Another factor in the Fit Fallacy is that I find that most leaders don’t have a clear understanding of organizational culture and the cultural components that drive revenue growth, returns, productivity, engagement and innovation. Leaders talk about their cultures being customer-driven, entrepreneurial, employee-first, etc. but often are not effective at articulating exactly what that means in daily practice. Or, more importantly, they have not clearly defined the leadership competencies associated with culture. Without a definition of the critical competencies, companies fall back on things like personality, gut feel or looking for candidates from companies with perceived “similar” cultures as selection criteria.

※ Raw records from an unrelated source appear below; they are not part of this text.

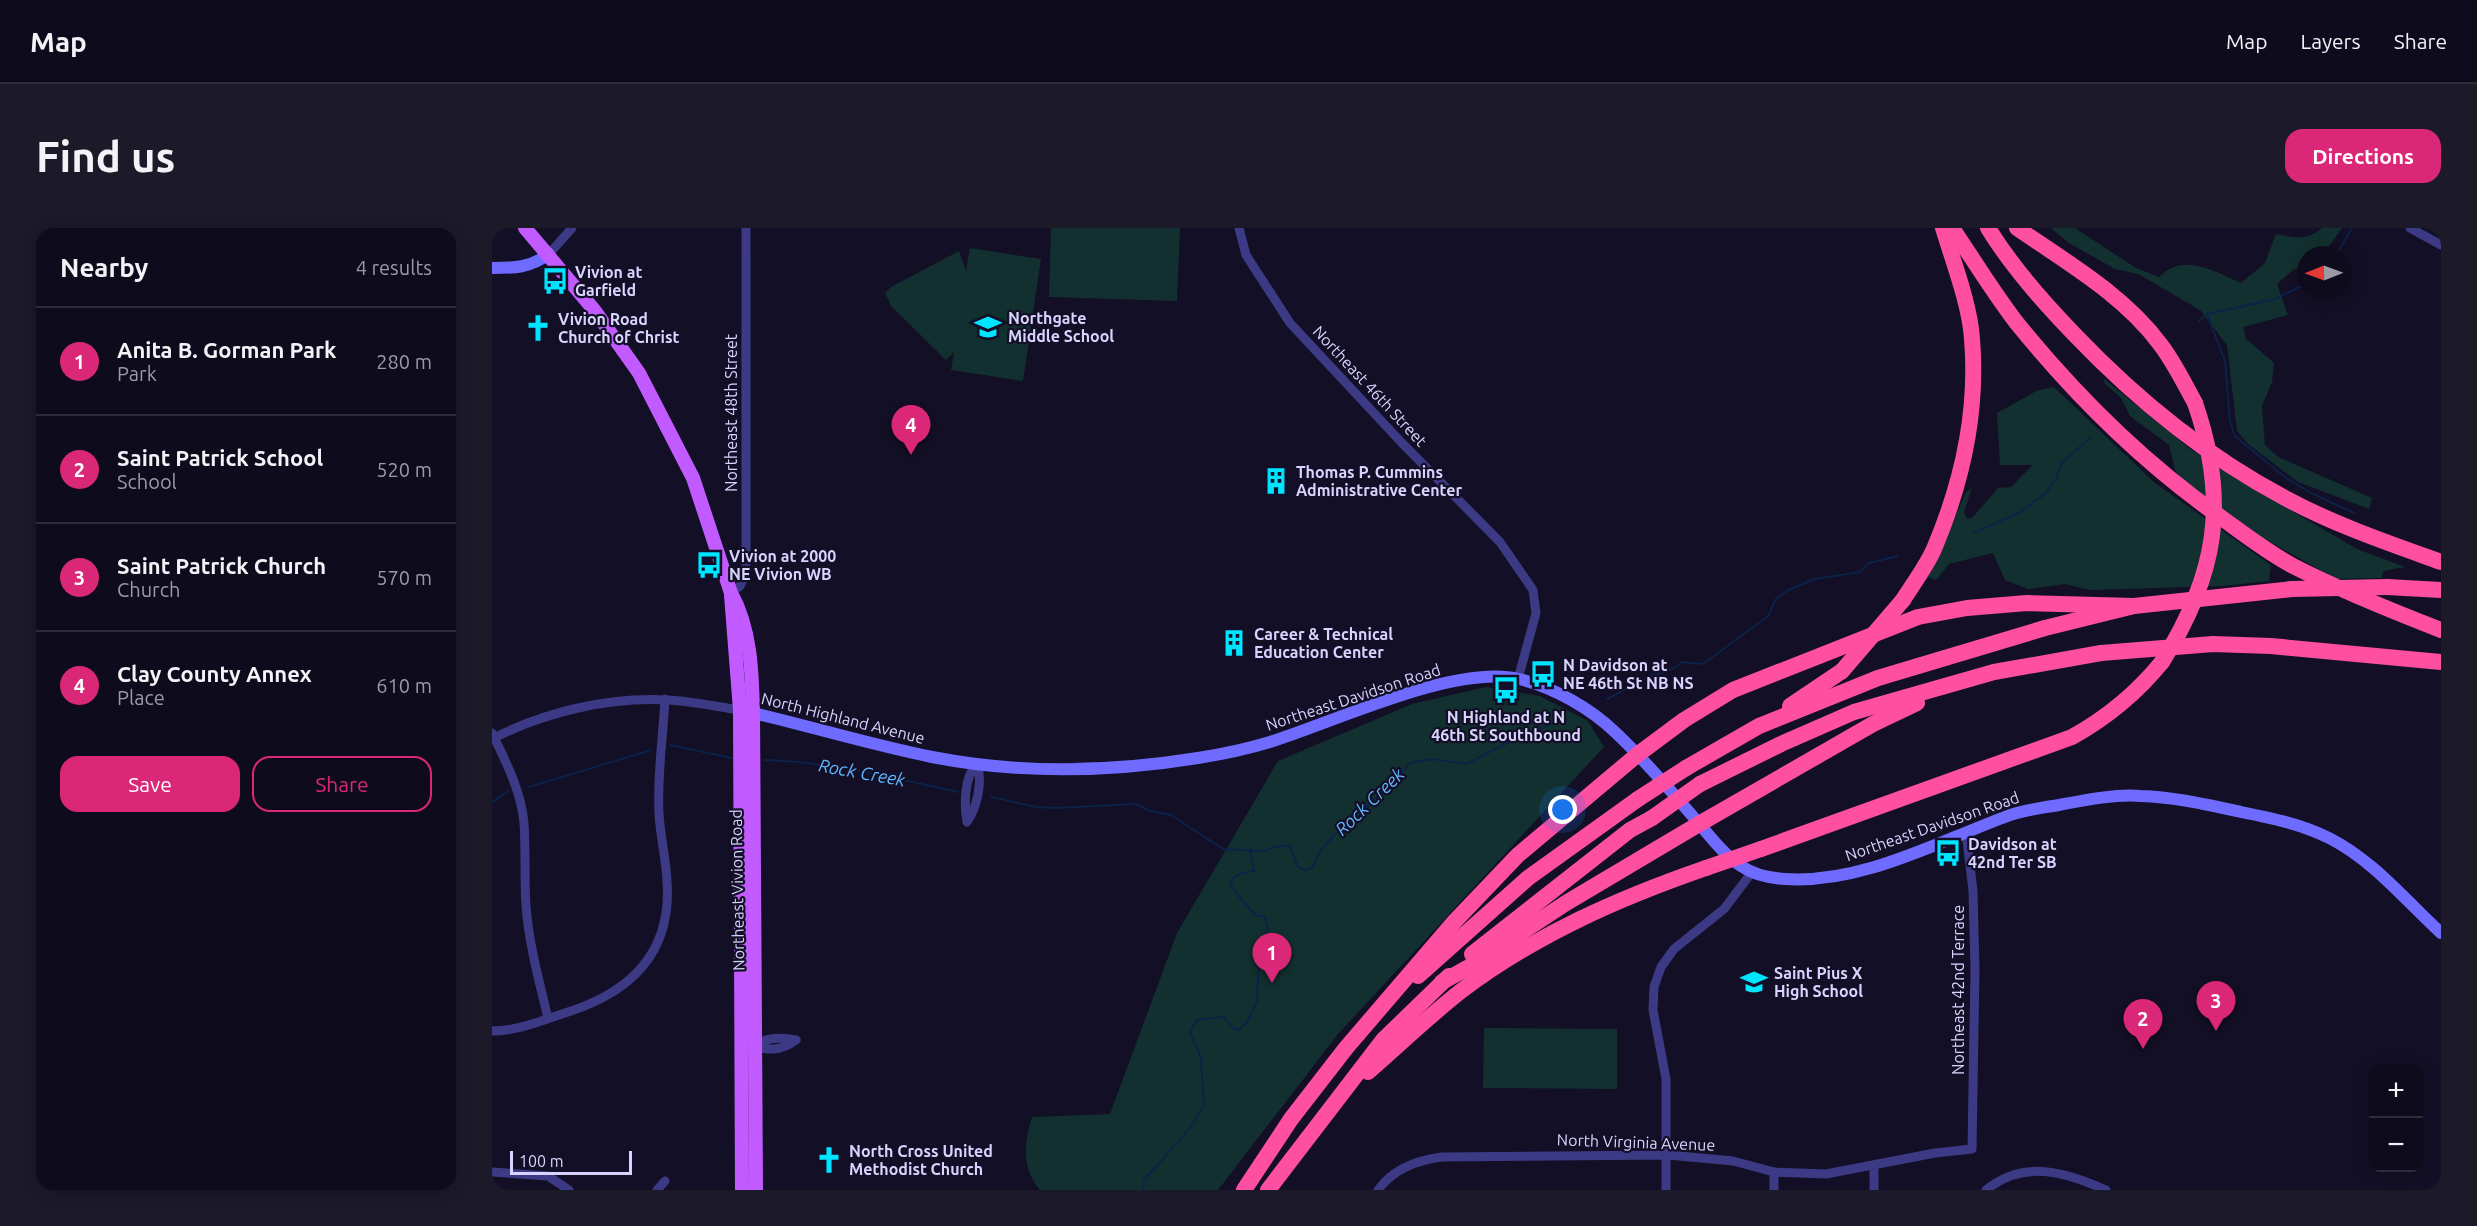 <!DOCTYPE html>
<meta charset="utf-8">
<style>
:root{--surface:#0e0b1c;--page:#1c1929;--text:#f1f3f6;--muted:#9b9ba3;--line:#2e2b3b;--accent:#db2777}
body{margin:0;font-family:Ubuntu,sans-serif;background:var(--page);color:var(--text)}
.controls{position:absolute;right:18px;bottom:18px;display:grid;overflow:hidden;border-radius:12px;box-shadow:0 3px 15px #0003}
.controls button{width:54px;height:54px;display:grid;place-items:center;padding:0;border:0;border-bottom:2px solid var(--line);background:var(--surface);color:var(--text);font:30px sans-serif}
.compass{position:absolute;left:1805px;top:18px;width:54px;height:54px;border-radius:50%;background:var(--surface);box-shadow:0 3px 15px #0003;rotate:269deg}
.scale{position:absolute;left:18px;bottom:15px;width:122px;box-sizing:border-box;padding-left:6px;border:3px solid #d9d4ff;border-top:0;font-size:16px;line-height:21px;white-space:nowrap;color:#d9d4ff;-webkit-text-stroke:4px #130f26;paint-order:stroke}
.you{position:absolute;left:1071px;top:582px;width:21px;height:21px;margin:-15px;border:4px solid #fff;border-radius:50%;background:#1a73e8;box-shadow:0 0 0 9px #1a73e833}
.badge{display:grid;place-items:center;width:39px;height:39px;border-radius:50%;background:var(--accent);color:#fff;font-size:20px;font-weight:700}
.pin{position:absolute;translate:-50% -50px;filter:drop-shadow(0 2px 3px #0008)}
.pin::after{content:'';position:absolute;top:32px;width:21px;height:18px;background:inherit;clip-path:polygon(0 0,100% 0,50% 100%)}
.list{margin:0;padding:0;list-style:none}
h2{display:flex;justify-content:space-between;align-items:center;height:78px;margin:0;padding:0 24px;font-size:26px}
h2 small{font-size:20px;font-weight:400;color:var(--muted)}
.list li{display:grid;grid-template-columns:39px 1fr auto;gap:18px;align-items:center;box-sizing:border-box;height:108px;padding:0 24px;border-top:2px solid var(--line)}
.list b{display:block;font-size:22px;white-space:nowrap}
.list p{margin:0;font-size:20px;white-space:nowrap;color:var(--muted)}
.list em{font-size:20px;font-style:normal;color:var(--muted)}
.actions{display:flex;gap:12px;padding:18px 24px}
.actions a{flex:1;padding:14px 0;border:2px solid var(--accent);border-radius:18px;text-align:center;font-size:21px;color:var(--accent)}
.actions .main{background:var(--accent);color:#fff}
.map{position:relative;flex:none;width:1949px;height:962px;overflow:hidden;border-radius:18px}
header{display:flex;align-items:center;gap:36px;box-sizing:border-box;height:84px;padding:0 30px;background:var(--surface);border-bottom:2px solid var(--line)}
header strong{font-size:28px}
nav{display:flex;gap:33px;margin-inline-start:auto;font-size:21px}
.intro{display:flex;align-items:center;justify-content:space-between;box-sizing:border-box;height:144px;padding:0 36px}
h1{margin:0;font-size:42px}
.button{padding:15px 27px;border-radius:18px;background:var(--accent);color:#fff;font-size:21px;font-weight:700}
main{display:flex;gap:36px;padding:0 36px}
aside{flex:1;background:var(--surface);border-radius:18px;box-shadow:0 3px 15px #0003}
.map>svg:first-child{display:block}
.green{fill:#12302f}
.lines{fill:none;stroke-linecap:round;stroke-linejoin:round}
.stream{stroke:#0c2248;stroke-width:2}
.street{stroke:#3d3a85;stroke-width:9}
.secondary{stroke:#6f6bff;stroke-width:12}
.primary{stroke:#c25bff;stroke-width:14}
.highway{stroke:#ff4fa3;stroke-width:16}
.highway-bridge{stroke:#ff4fa3;stroke-width:16}
.labels{text-anchor:middle;stroke-width:4.5;stroke-linejoin:round;paint-order:stroke}
.poi-label{font-size:16px;font-weight:bold;fill:#d9d4ff;stroke:#130f26;text-anchor:start}
.street-label{font-size:16px;fill:#d9d4ff;stroke:#130f26}
.water-label{font-size:18px;font-style:italic;fill:#62b6ff;stroke:#130f26}
</style>
<header>
<strong>Map</strong>
<nav><a>Map</a><a>Layers</a><a>Share</a></nav>
</header>
<div class="intro"><h1>Find us</h1><a class="button">Directions</a></div>
<main>
<aside>
<h2>Nearby<small>4 results</small></h2>
<ul class="list">
<li><span class="badge">1</span><div><b>Anita B. Gorman Park</b><p>Park</p></div><em>280 m</em></li>
<li><span class="badge">2</span><div><b>Saint Patrick School</b><p>School</p></div><em>520 m</em></li>
<li><span class="badge">3</span><div><b>Saint Patrick Church</b><p>Church</p></div><em>570 m</em></li>
<li><span class="badge">4</span><div><b>Clay County Annex</b><p>Place</p></div><em>610 m</em></li>
</ul>
<div class="actions"><a class="main">Save</a><a>Share</a></div>
</aside>
<div class="map">
<svg width="1949" height="962" viewBox="0 0 1949 962">
<rect width="100%" height="100%" fill="#130f26"/>
<g class="green">
<polygon points="559,0 688,0 685,73 557,69"/>
<path d="M1559,0H1583L1644,40L1667,49C1692,24 1721,43 1749,55L1773,35L1784,6C1802,10 1815,13 1830,0H1850L1831,27H1814V37L1801,42L1785,56L1796,87L1751,99L1754,111L1782,135L1780,154L1770,178L1773,217L1786,229L1880,270L1877,281L1806,254L1756,216L1745,203L1735,117L1708,82L1646,46L1623,41L1577,15Z"/>
<polygon points="478,20 549,31 531,153 459,142 462,124 454,132 399,78 393,65 399,59 467,23 474,43"/>
<polygon points="1611,150 1698,221 1747,252 1865,321 1913,339 1891,343 1890,350 1844,351 1773,311 1690,252 1683,242 1677,217 1638,188 1629,170 1613,156"/>
<polygon points="1562,159 1663,255 1779,337 1777,353 1731,358 1598,362 1573,356 1536,361 1513,352 1501,325 1457,336 1444,352 1436,349 1474,264 1480,260 1472,284 1475,291 1481,289 1506,260 1519,259 1541,237 1508,237 1505,185 1544,163"/>
<path d="M994,459L1048,468L1096,493L1112,519L846,806L726,962H548C529,939 532,915 540,889L618,886L685,705L786,533L920,476Z"/>
<polygon points="992,800 1125,801 1125,861 991,860"/>
</g>
<g class="lines">
<g class="stream">
<polyline points="1844,27 1860,0"/>
<polyline points="1715,86 1733,133 1738,193 1743,208 1794,250 1821,266 1862,285"/>
<polyline points="1707,93 1715,86 1783,71 1814,56"/>
<polyline points="1482,305 1528,284 1553,266 1564,251 1569,236 1599,209"/>
<polyline points="1115,471 1159,448 1184,439 1190,434 1211,436 1276,388 1284,371 1296,362 1323,351 1368,344 1377,335 1406,328"/>
<polyline points="178,517 240,530"/>
<path d="M273,532C339,534 401,550 466,564"/>
<polyline points="37,559 159,522"/>
<polyline points="499,569 544,579 562,580 644,576 658,583 679,587 731,621 772,623 782,619 797,617 806,639 813,642 820,640 829,622 841,608 864,592 880,573 897,560 918,535 941,531 975,536 1009,518 1073,490"/>
<polyline points="0,574 17,563"/>
<polyline points="651,962 652,952 699,899 712,877 709,829 698,804 705,792 732,789 742,801 747,802 755,794 765,773 767,721 776,702 773,689 763,687 739,659 740,651 750,645 762,643 758,623"/>
</g>
<g class="street">
<polyline points="747,0 754,27 798,95 909,214 1008,314 1041,362 1044,385 1026,451"/>
<polyline points="1918,0 1949,17"/>
<polyline points="57,26 80,0"/>
<polyline points="239,365 248,358 254,346 254,0"/>
<path d="M0,505C14,534 29,563 32,595C34,623 32,650 34,678C37,716 47,753 56,790"/>
<path d="M0,511C52,484 116,469 175,472C201,473 227,479 253,483"/>
<path d="M485,536C491,553 485,580 475,594C472,577 472,548 485,536Z"/>
<path d="M0,803C27,803 54,791 79,783C142,762 180,722 175,653C174,630 168,608 167,585C165,547 171,509 173,471"/>
<path d="M259,818C277,822 288,824 304,812"/>
<path d="M263,818C272,809 292,809 304,812"/>
<polyline points="1382,938 1382,962"/>
<polyline points="0,944 56,948 77,962"/>
<polyline points="1282,944 1282,962"/>
<polyline points="165,962 173,953"/>
<path d="M886,962C901,941 926,932 950,929L1176,927L1241,933L1282,944L1334,946L1443,925L1480,921L1483,742L1481,663L1474,604"/>
<polyline points="1174,962 1174,851 1161,782 1162,759 1169,739 1182,721 1232,681 1260,644"/>
<path d="M1494,962C1531,931 1574,944 1614,962"/>
</g>
<g class="secondary">
<path d="M0,40C22,40 38,40 57,26"/>
<path d="M261,485C321,499 380,517 440,529C527,546 619,544 706,530C731,526 755,521 778,514C843,494 962,436 1027,451C1061,459 1098,480 1123,504C1152,531 1178,562 1204,592C1218,608 1231,626 1249,638C1262,647 1277,650 1293,651C1369,656 1443,615 1513,589C1530,582 1549,580 1567,577C1593,572 1622,566 1649,568C1683,569 1716,577 1749,584C1779,590 1809,596 1837,610C1881,632 1914,673 1949,705"/>
<polyline points="1949,962 1949,961"/>
</g>
<g class="primary">
<path d="M33,0L103,83L147,145L201,250L239,365C259,401 260,444 261,485L264,962"/>
<polyline points="239,367 248,482 250,962"/>
</g>
<g class="highway">
<path d="M1460,0C1481,31 1501,64 1524,94C1583,167 1651,234 1727,288C1752,306 1776,325 1803,339C1850,363 1900,383 1949,402"/>
<path d="M1496,0C1520,39 1550,73 1582,106C1643,170 1714,228 1793,270C1843,297 1896,315 1949,334"/>
<path d="M1525,0C1574,34 1632,67 1668,116C1682,134 1692,155 1703,175"/>
<polyline points="1895,359 1949,362"/>
<path d="M1411,372C1421,356 1434,339 1442,321C1470,255 1486,183 1480,111C1478,77 1461,33 1451,0"/>
<polyline points="1298,478 1350,443"/>
<polyline points="1194,540 1267,498 1386,450 1553,400 1642,378 1800,361"/>
<polyline points="1208,556 1289,516 1362,484 1502,444 1609,425 1721,416 1779,418 1949,434"/>
<path d="M1269,621L1580,509C1616,489 1644,466 1670,434"/>
<polyline points="980,726 1138,602 1160,590"/>
<polyline points="926,748 1036,650 1146,571"/>
<polyline points="950,754 977,739 1074,675 1207,596 1381,496 1425,475"/>
<path d="M876,844C907,817 937,788 969,763C1043,707 1127,670 1214,640"/>
<polyline points="752,962 799,891 854,820 963,693 1026,627 1145,527 1192,492 1241,462 1426,389 1475,380 1535,375 1642,378"/>
<polyline points="776,962 891,812 957,748"/>
</g>
<g class="highway-bridge">
<polyline points="1800,361 1895,359"/>
<path d="M1670,434C1725,347 1737,273 1703,175"/>
<polyline points="1350,443 1411,372"/>
<polyline points="1146,571 1194,540"/>
<polyline points="1160,590 1208,556"/>
<polyline points="1214,640 1269,621"/>
</g>
</g>
<defs>
<symbol id="bus-bare" viewBox="-9 -9 18 18"><path d="M-5-6H5V4H4V6H2V4H-2V6H-4V4H-5ZM-3.5-4V0h7V-4ZM-3.5 1.2v1.5H-2V1.2ZM2 1.2v1.5H3.5V1.2Z" fill="#00e5ff" stroke="#130f26" stroke-width="2.5" paint-order="stroke"/></symbol>
<symbol id="school-bare" viewBox="-9 -9 18 18"><path d="M0-5L7-2L0 1L-7-2ZM-4 1L0 2.5L4 1V4Q0 6-4 4Z" fill="#00e5ff" stroke="#130f26" stroke-width="2.5" paint-order="stroke"/></symbol>
<symbol id="church-bare" viewBox="-9 -9 18 18"><path d="M-1.2-6h2.4v3.5h3.3v2.4h-3.3V6h-2.4V-.1h-3.3v-2.4h3.3Z" fill="#00e5ff" stroke="#130f26" stroke-width="2.5" paint-order="stroke"/></symbol>
<symbol id="building-bare" viewBox="-9 -9 18 18"><path d="M-4-6H4V6H1V3H-1V6H-4ZM-2.5-4.3h1.7v1.8h-1.7ZM.8-4.3h1.7v1.8H.8ZM-2.5-1h1.7V.8h-1.7ZM.8-1h1.7V.8H.8Z" fill="#00e5ff" stroke="#130f26" stroke-width="2.5" paint-order="stroke"/></symbol>
</defs>
<g fill-rule="evenodd">
<use href="#bus-bare" x="44" y="34" width="38" height="38"/>
<use href="#school-bare" x="477" y="80" width="38" height="38"/>
<use href="#church-bare" x="27" y="81" width="38" height="38"/>
<use href="#building-bare" x="765" y="234" width="38" height="38"/>
<use href="#bus-bare" x="198" y="318" width="38" height="38"/>
<use href="#building-bare" x="723" y="396" width="38" height="38"/>
<use href="#bus-bare" x="1032" y="427" width="38" height="38"/>
<use href="#bus-bare" x="995" y="443" width="38" height="38"/>
<use href="#bus-bare" x="1437" y="606" width="38" height="38"/>
<use href="#school-bare" x="1243" y="735" width="38" height="38"/>
<use href="#church-bare" x="318" y="913" width="38" height="38"/>
</g>
<g class="labels">
<g class="poi-label">
<text x="83" y="50">Vivion at<tspan x="83" dy="18">Garfield</tspan></text>
<text x="516" y="96">Northgate<tspan x="516" dy="18">Middle School</tspan></text>
<text x="66" y="97">Vivion Road<tspan x="66" dy="18">Church of Christ</tspan></text>
<text x="804" y="250">Thomas P. Cummins<tspan x="804" dy="18">Administrative Center</tspan></text>
<text x="237" y="334">Vivion at 2000<tspan x="237" dy="18">NE Vivion WB</tspan></text>
<text x="762" y="412">Career &amp; Technical<tspan x="762" dy="18">Education Center</tspan></text>
<text x="1071" y="443">N Davidson at<tspan x="1071" dy="18">NE 46th St NB NS</tspan></text>
<text x="1014" y="495" text-anchor="middle">N Highland at N<tspan x="1014" dy="18">46th St Southbound</tspan></text>
<text x="1476" y="622">Davidson at<tspan x="1476" dy="18">42nd Ter SB</tspan></text>
<text x="1282" y="751">Saint Pius X<tspan x="1282" dy="18">High School</tspan></text>
<text x="357" y="929">North Cross United<tspan x="357" dy="18">Methodist Church</tspan></text>
</g>
<g class="street-label">
<text transform="translate(878 158) rotate(47)" y="6">Northeast 46th Street</text>
<text transform="translate(239 185) rotate(-90)" y="6">Northeast 48th Street</text>
<text transform="translate(861 469) rotate(-18)" y="6">Northeast Davidson Road</text>
<text transform="translate(351 490) rotate(14)" y="6">North Highland Avenue</text>
<text transform="translate(1440 598) rotate(-19)" y="6">Northeast Davidson Road</text>
<text transform="translate(245 662) rotate(-91)" y="6">Northeast Vivion Road</text>
<text transform="translate(1466 762) rotate(-90)" y="6">Northeast 42nd Terrace</text>
<text transform="translate(1144 914) rotate(2)" y="6">North Virginia Avenue</text>
</g>
<g class="water-label">
<text transform="translate(370 545) rotate(10)" y="6">Rock Creek</text>
<text transform="translate(878 574) rotate(-44)" y="6">Rock Creek</text>
</g>
</g>
</svg>
<div class="controls">
<button>+</button>
<button>−</button>
</div>
<svg class="compass" viewBox="-18 -18 36 36"><path d="M0-13l5 13h-10z" fill="#e53935"/><path d="M0 13l5-13h-10z" fill="#9b9ba3"/></svg>
<div class="scale">100 m</div>
<div class="you"></div>
<div class="pin badge" style="left:780px;top:755px">1</div>
<div class="pin badge" style="left:1651px;top:821px">2</div>
<div class="pin badge" style="left:1724px;top:803px">3</div>
<div class="pin badge" style="left:419px;top:227px">4</div>
</div>
</main>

An additional component of the Fit Fallacy is that I seldom find that organizations have a homogenous culture. The culture in different units, functions or locations of the same organization can sometimes exhibit wildly different cultures. This is particularly true of businesses that have grown through acquisition or that have businesses in significantly different locations or markets. Even different departments in the same location and same business can exhibit different cultures due to varying leadership competence. So which culture should you try to fit? The remedies for the Fit Fallacy are not simple but have a high payoff in business performance.
  • First, learn about Organizational Culture and the research behind what makes a difference. By far, the best source for this is the work of Dan Denison from the University of Michigan and Denison Consulting.
  • Second, assess your existing culture so you understand its strengths and gaps, especially those culture factors linked to key components of your strategy. If you uncover culture gaps, implement Culture Action Teams to identify and implement a change plan.
  • Third, translate the desired culture into a few mission-critical competencies using a validated dictionary of competencies. Don’t create your own from scratch.
  • Fourth, build the culture-linked competencies into your selection and promotion processes using behavior-based tools.
  • As an option, do multi-rater assessments on the critical competencies with your present leaders and address any gaps through intentional development activities. (Build the development into their existing work, don’t bolt it on as something extra to do.
Only then will hiring for Cultural Fit no longer be a Fallacy.